Triggering the poison pill would dilute the ownership stakes of Pardus and a second large stakeholder, Liberation Investments, another hedge fund that is calling for the ouster of CEO Paul Toback.
In court, Bally’s lawyers conceded that Bally did not have evidence showing that the Rights Plan had been triggered, according to a statement from Pardus. It continued: “In fact, Bally’s court papers specifically disclaim that its filings ‘disclose or (are) intended to disclose information which reveals or is intended to reveal the existence of an Acquiring Person (a condition for triggering the Rights Plan).”

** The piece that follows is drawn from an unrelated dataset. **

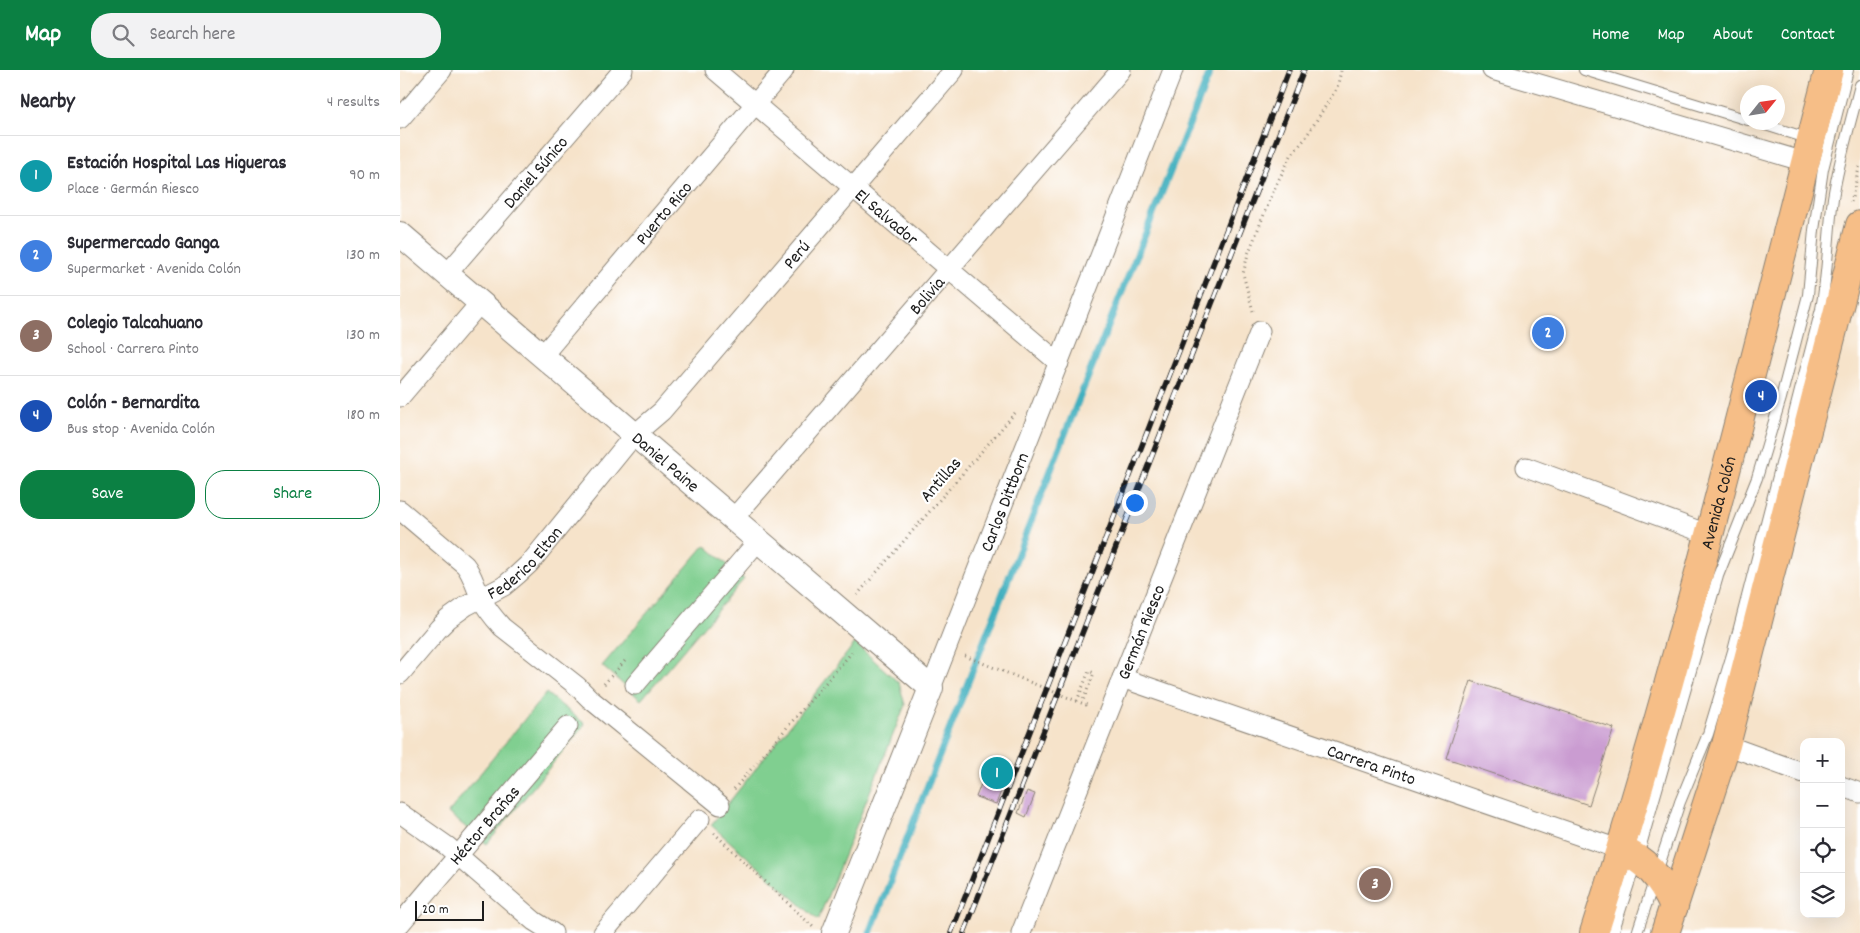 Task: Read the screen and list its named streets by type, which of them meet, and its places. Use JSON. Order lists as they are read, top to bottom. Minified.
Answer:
{"streets":{"main road":["Avenida Colón"],"street":["Daniel Súnico","Puerto Rico","El Salvador","Perú","Bolivia","Daniel Paine","Carlos Dittborn","Federico Elton","Germán Riesco","Carrera Pinto","Héctor Brañas"],"path":["Antillas"]},"crossings":[["Daniel Súnico","Daniel Paine"],["Puerto Rico","El Salvador"],["Puerto Rico","Daniel Paine"],["El Salvador","Perú"],["El Salvador","Bolivia"],["El Salvador","Carlos Dittborn"],["Perú","Daniel Paine"],["Perú","Federico Elton"],["Bolivia","Daniel Paine"],["Daniel Paine","Antillas"],["Daniel Paine","Carlos Dittborn"],["Daniel Paine","Federico Elton"],["Avenida Colón","Carrera Pinto"],["Germán Riesco","Carrera Pinto"]],"scale_bar":"20 m","north":"top right","page":{"header":"Map","search":"Search here","nav":["Home","Map","About","Contact"],"heading":["Nearby","4 results"],"list":[{"mark":"1","name":"Estación Hospital Las Higueras","note":"Place · Germán Riesco","value":"90 m"},{"mark":"2","name":"Supermercado Ganga","note":"Supermarket · Avenida Colón","value":"130 m"},{"mark":"3","name":"Colegio Talcahuano","note":"School · Carrera Pinto","value":"130 m"},{"mark":"4","name":"Colón - Bernardita","note":"Bus stop · Avenida Colón","value":"180 m"}],"pins":["2","4","1","3"],"buttons":["Save","Share"],"map_buttons":["+","−"],"scale":"20 m"}} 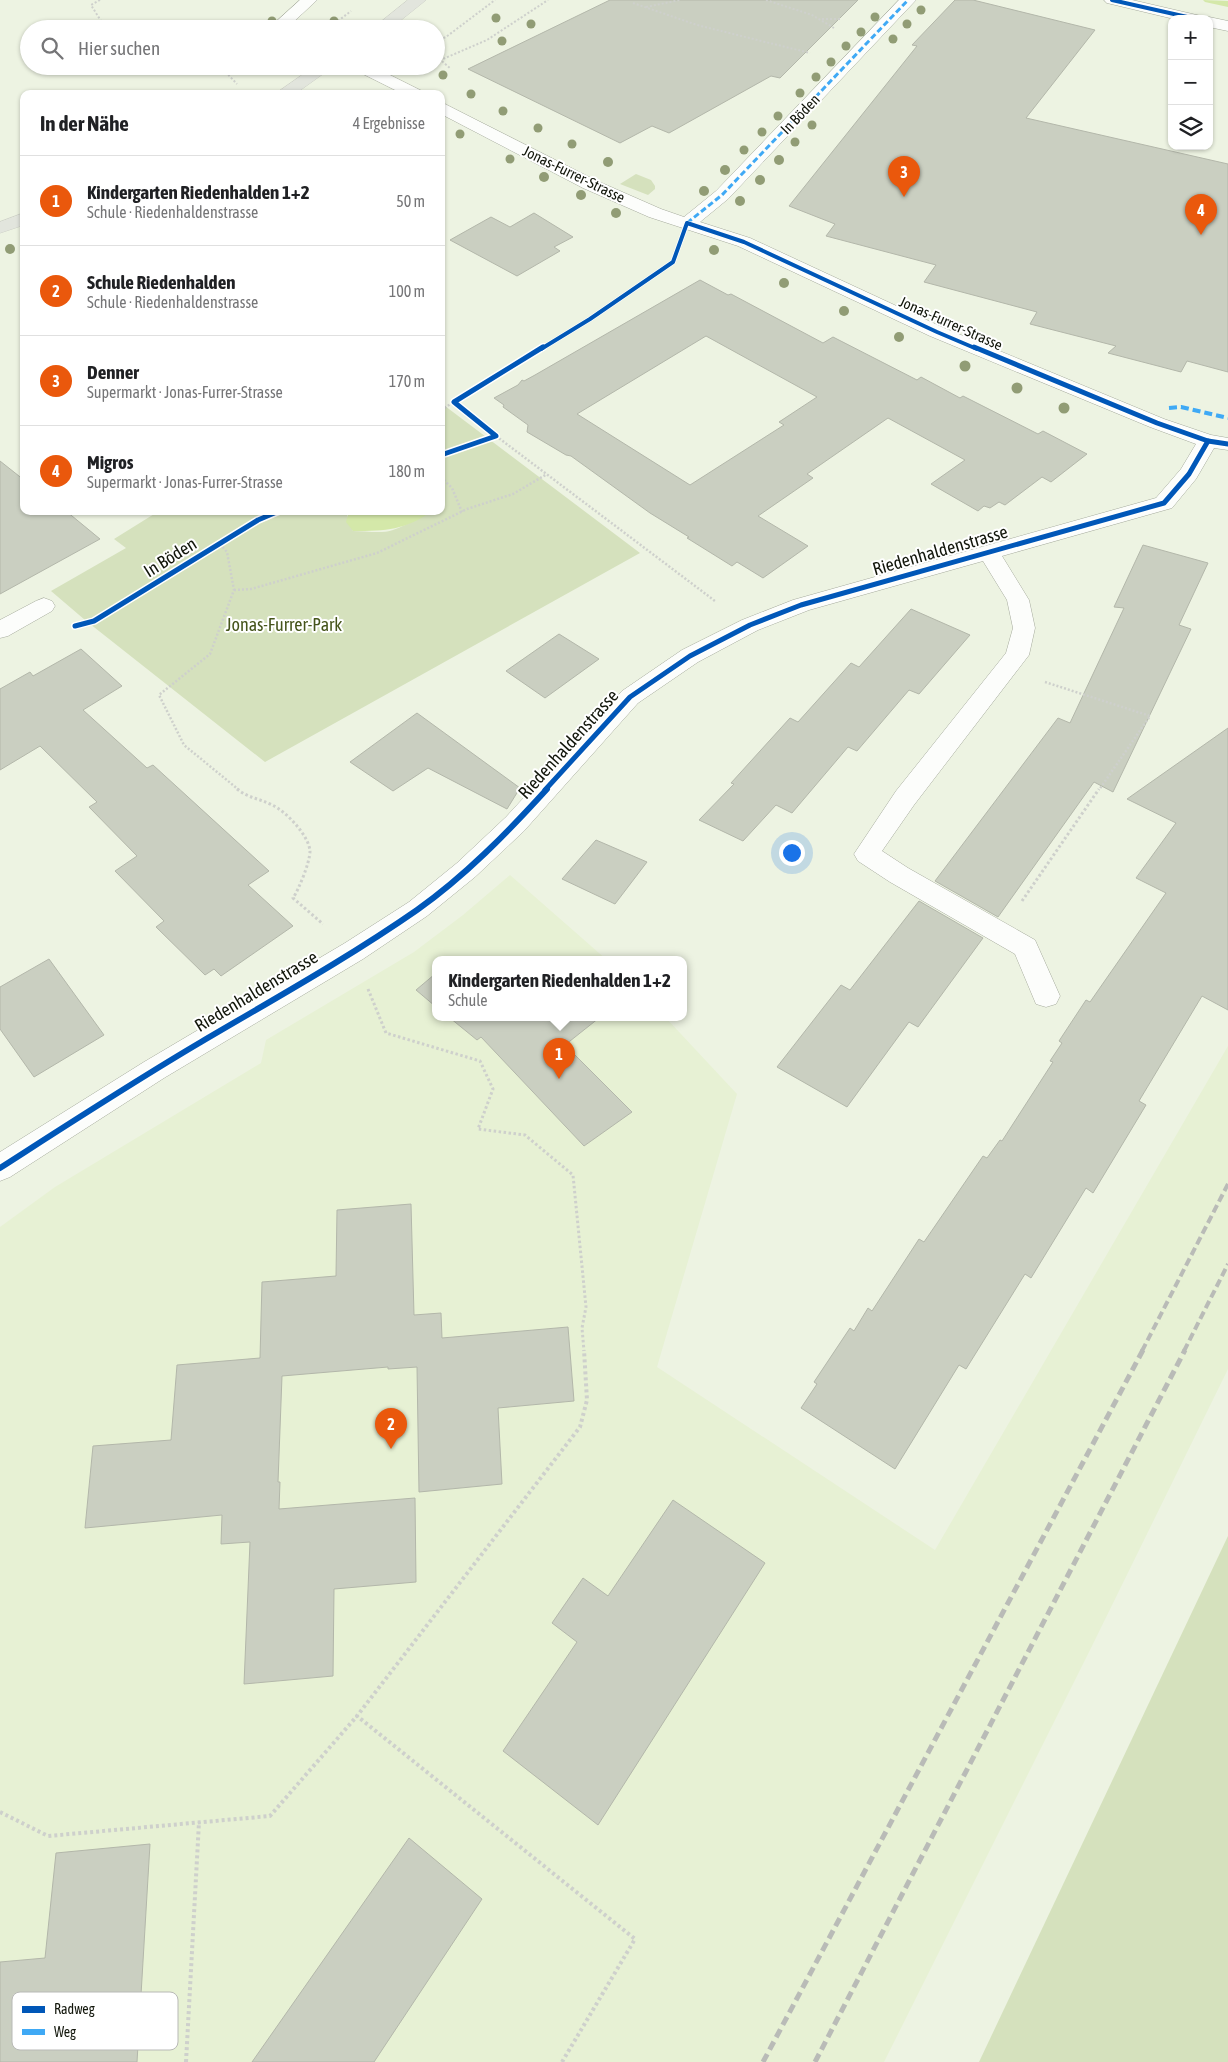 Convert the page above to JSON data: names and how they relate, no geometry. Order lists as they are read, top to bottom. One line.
{"streets":{"street":["In Böden","Jonas-Furrer-Strasse","Riedenhaldenstrasse"]},"crossings":[["In Böden","Jonas-Furrer-Strasse"],["Jonas-Furrer-Strasse","Riedenhaldenstrasse"]],"parks":["Jonas-Furrer-Park"],"legend":["Radweg","Weg"],"page":{"map_buttons":["+","−"],"search":"Hier suchen","heading":["In der Nähe","4 Ergebnisse"],"list":[{"mark":"1","name":"Kindergarten Riedenhalden 1+2","note":"Schule · Riedenhaldenstrasse","value":"50 m"},{"mark":"2","name":"Schule Riedenhalden","note":"Schule · Riedenhaldenstrasse","value":"100 m"},{"mark":"3","name":"Denner","note":"Supermarkt · Jonas-Furrer-Strasse","value":"170 m"},{"mark":"4","name":"Migros","note":"Supermarkt · Jonas-Furrer-Strasse","value":"180 m"}],"pins":["3","4","1","2"],"popup":["Kindergarten Riedenhalden 1+2","Schule"]}}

Despite the recent ruling in the Delaware court, Bally said it will continue to pursue appropriate legal action against Pardus and Liberation to protect the rights of its other shareholders. Bally filed a lawsuit against Pardus, two of its principals, and one of its nominees for the company’s board.
Pardus parried back in a Jan. 12 statement to shareholders: “Although Pardus is the immediate target, this attack was really aimed at you. Bally’s goal in bringing this baseless suit was to interfere with your fundamental right to express yourself at the upcoming annual meeting.”Â
And in another development (blink and you’ll miss ’em), Proxy advisor firm Institutional Shareholder Services weighed in Jan. 16, saying it has recommended Bally shareholders reject the proposals from Liberation and Pardus that are attempting to bring in new management. Bally’s shareholder meeting is Jan. 26.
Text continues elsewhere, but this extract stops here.